Work to be completed: I'd like the entries reproduced exactly, with the images omitted.

(Collected data entries)
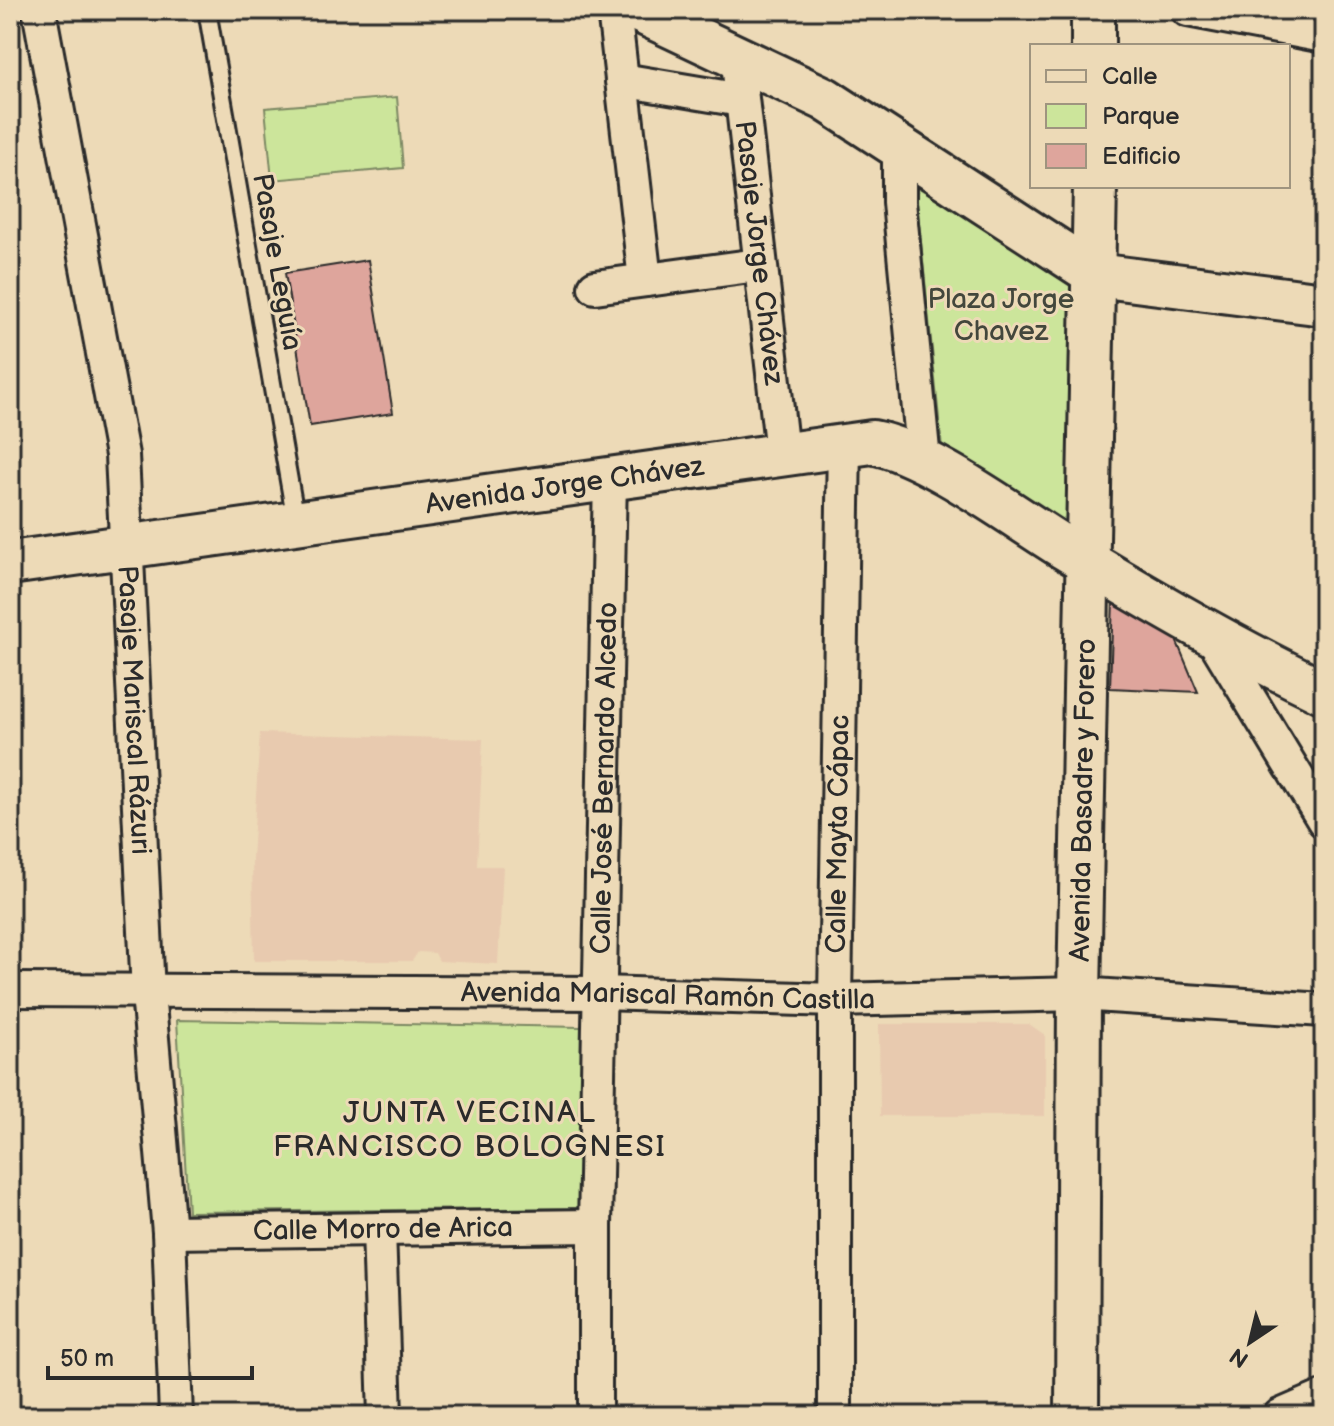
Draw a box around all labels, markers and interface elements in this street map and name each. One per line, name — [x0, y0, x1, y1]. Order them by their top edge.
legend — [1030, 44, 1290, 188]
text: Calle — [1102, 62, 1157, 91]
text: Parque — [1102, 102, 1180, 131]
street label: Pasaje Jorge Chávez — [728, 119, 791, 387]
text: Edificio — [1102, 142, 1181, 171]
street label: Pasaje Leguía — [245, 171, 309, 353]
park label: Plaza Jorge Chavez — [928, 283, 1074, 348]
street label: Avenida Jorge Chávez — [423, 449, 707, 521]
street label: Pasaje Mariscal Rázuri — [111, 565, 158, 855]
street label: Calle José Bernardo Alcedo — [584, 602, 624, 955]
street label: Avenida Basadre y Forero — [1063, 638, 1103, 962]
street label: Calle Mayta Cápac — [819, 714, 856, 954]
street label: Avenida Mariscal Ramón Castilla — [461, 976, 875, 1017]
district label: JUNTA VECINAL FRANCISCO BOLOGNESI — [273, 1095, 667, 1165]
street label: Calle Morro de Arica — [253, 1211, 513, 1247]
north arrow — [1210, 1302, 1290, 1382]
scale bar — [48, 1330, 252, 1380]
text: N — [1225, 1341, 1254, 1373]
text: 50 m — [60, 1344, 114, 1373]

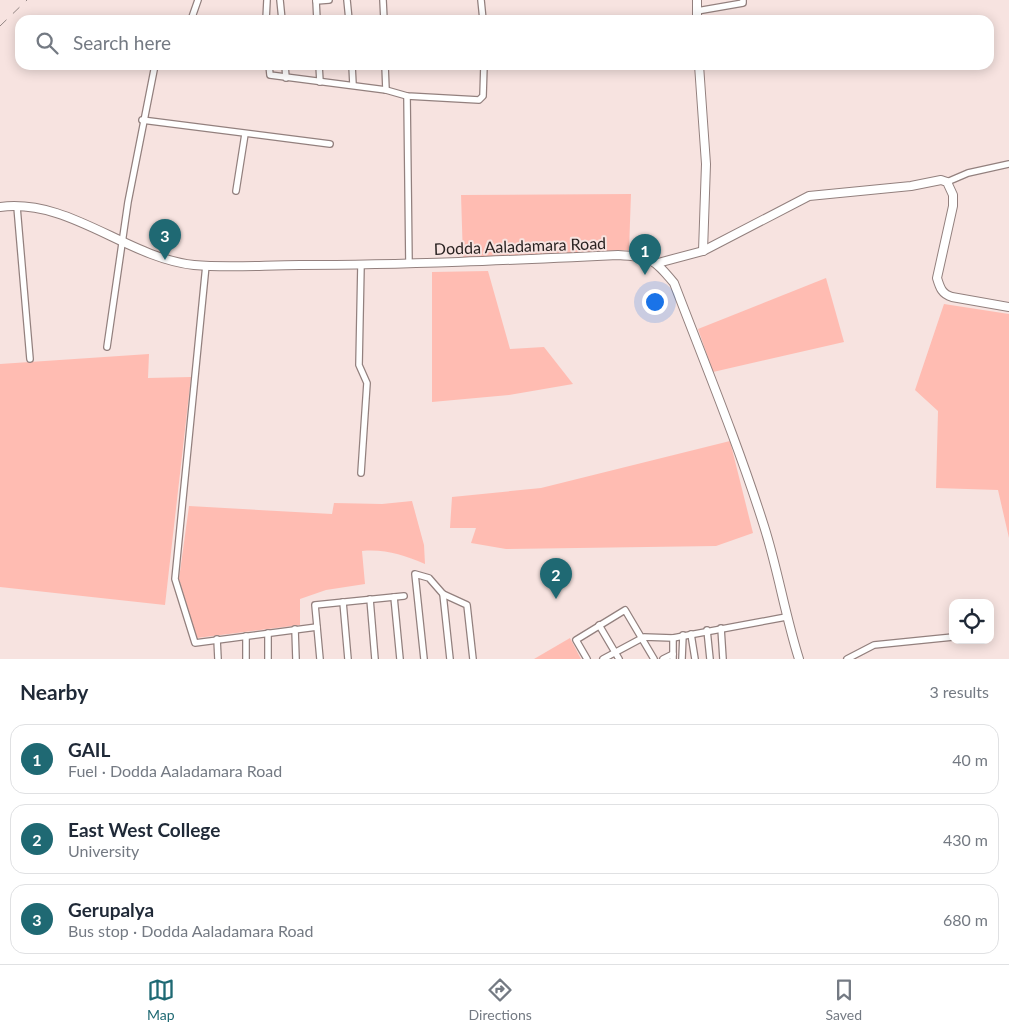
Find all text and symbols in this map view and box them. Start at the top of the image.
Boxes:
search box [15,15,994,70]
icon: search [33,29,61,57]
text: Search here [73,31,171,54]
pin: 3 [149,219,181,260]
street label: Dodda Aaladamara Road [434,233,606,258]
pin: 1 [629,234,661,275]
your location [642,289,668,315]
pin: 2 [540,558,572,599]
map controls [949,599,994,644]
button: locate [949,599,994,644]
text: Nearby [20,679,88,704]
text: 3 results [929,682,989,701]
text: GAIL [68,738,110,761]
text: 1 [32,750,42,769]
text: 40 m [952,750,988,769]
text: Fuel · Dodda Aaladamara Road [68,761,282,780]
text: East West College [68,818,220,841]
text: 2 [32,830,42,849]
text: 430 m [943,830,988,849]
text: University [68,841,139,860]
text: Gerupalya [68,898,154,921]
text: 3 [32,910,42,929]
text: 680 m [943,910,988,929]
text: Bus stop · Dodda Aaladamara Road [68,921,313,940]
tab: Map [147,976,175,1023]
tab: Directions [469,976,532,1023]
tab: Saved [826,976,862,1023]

Written answer:
Draw a box around all labels, markers and interface elements in this street map and name each. One per line, name — [x0, y0, x1, y1]. Order them by their top edge.
legend — [1030, 44, 1290, 188]
text: Calle — [1102, 62, 1157, 91]
text: Parque — [1102, 102, 1180, 131]
street label: Pasaje Jorge Chávez — [728, 119, 791, 387]
text: Edificio — [1102, 142, 1181, 171]
street label: Pasaje Leguía — [245, 171, 309, 353]
park label: Plaza Jorge Chavez — [928, 283, 1074, 348]
street label: Avenida Jorge Chávez — [423, 449, 707, 521]
street label: Pasaje Mariscal Rázuri — [111, 565, 158, 855]
street label: Calle José Bernardo Alcedo — [584, 602, 624, 955]
street label: Avenida Basadre y Forero — [1063, 638, 1103, 962]
street label: Calle Mayta Cápac — [819, 714, 856, 954]
street label: Avenida Mariscal Ramón Castilla — [461, 976, 875, 1017]
district label: JUNTA VECINAL FRANCISCO BOLOGNESI — [273, 1095, 667, 1165]
street label: Calle Morro de Arica — [253, 1211, 513, 1247]
north arrow — [1210, 1302, 1290, 1382]
scale bar — [48, 1330, 252, 1380]
text: N — [1225, 1341, 1254, 1373]
text: 50 m — [60, 1344, 114, 1373]

Find all text and symbols in this map view and box them. Start at the top of the image.
Boxes:
search box [15,15,994,70]
icon: search [33,29,61,57]
text: Search here [73,31,171,54]
pin: 3 [149,219,181,260]
street label: Dodda Aaladamara Road [434,233,606,258]
pin: 1 [629,234,661,275]
your location [642,289,668,315]
pin: 2 [540,558,572,599]
map controls [949,599,994,644]
button: locate [949,599,994,644]
text: Nearby [20,679,88,704]
text: 3 results [929,682,989,701]
text: GAIL [68,738,110,761]
text: 1 [32,750,42,769]
text: 40 m [952,750,988,769]
text: Fuel · Dodda Aaladamara Road [68,761,282,780]
text: East West College [68,818,220,841]
text: 2 [32,830,42,849]
text: 430 m [943,830,988,849]
text: University [68,841,139,860]
text: Gerupalya [68,898,154,921]
text: 3 [32,910,42,929]
text: 680 m [943,910,988,929]
text: Bus stop · Dodda Aaladamara Road [68,921,313,940]
tab: Map [147,976,175,1023]
tab: Directions [469,976,532,1023]
tab: Saved [826,976,862,1023]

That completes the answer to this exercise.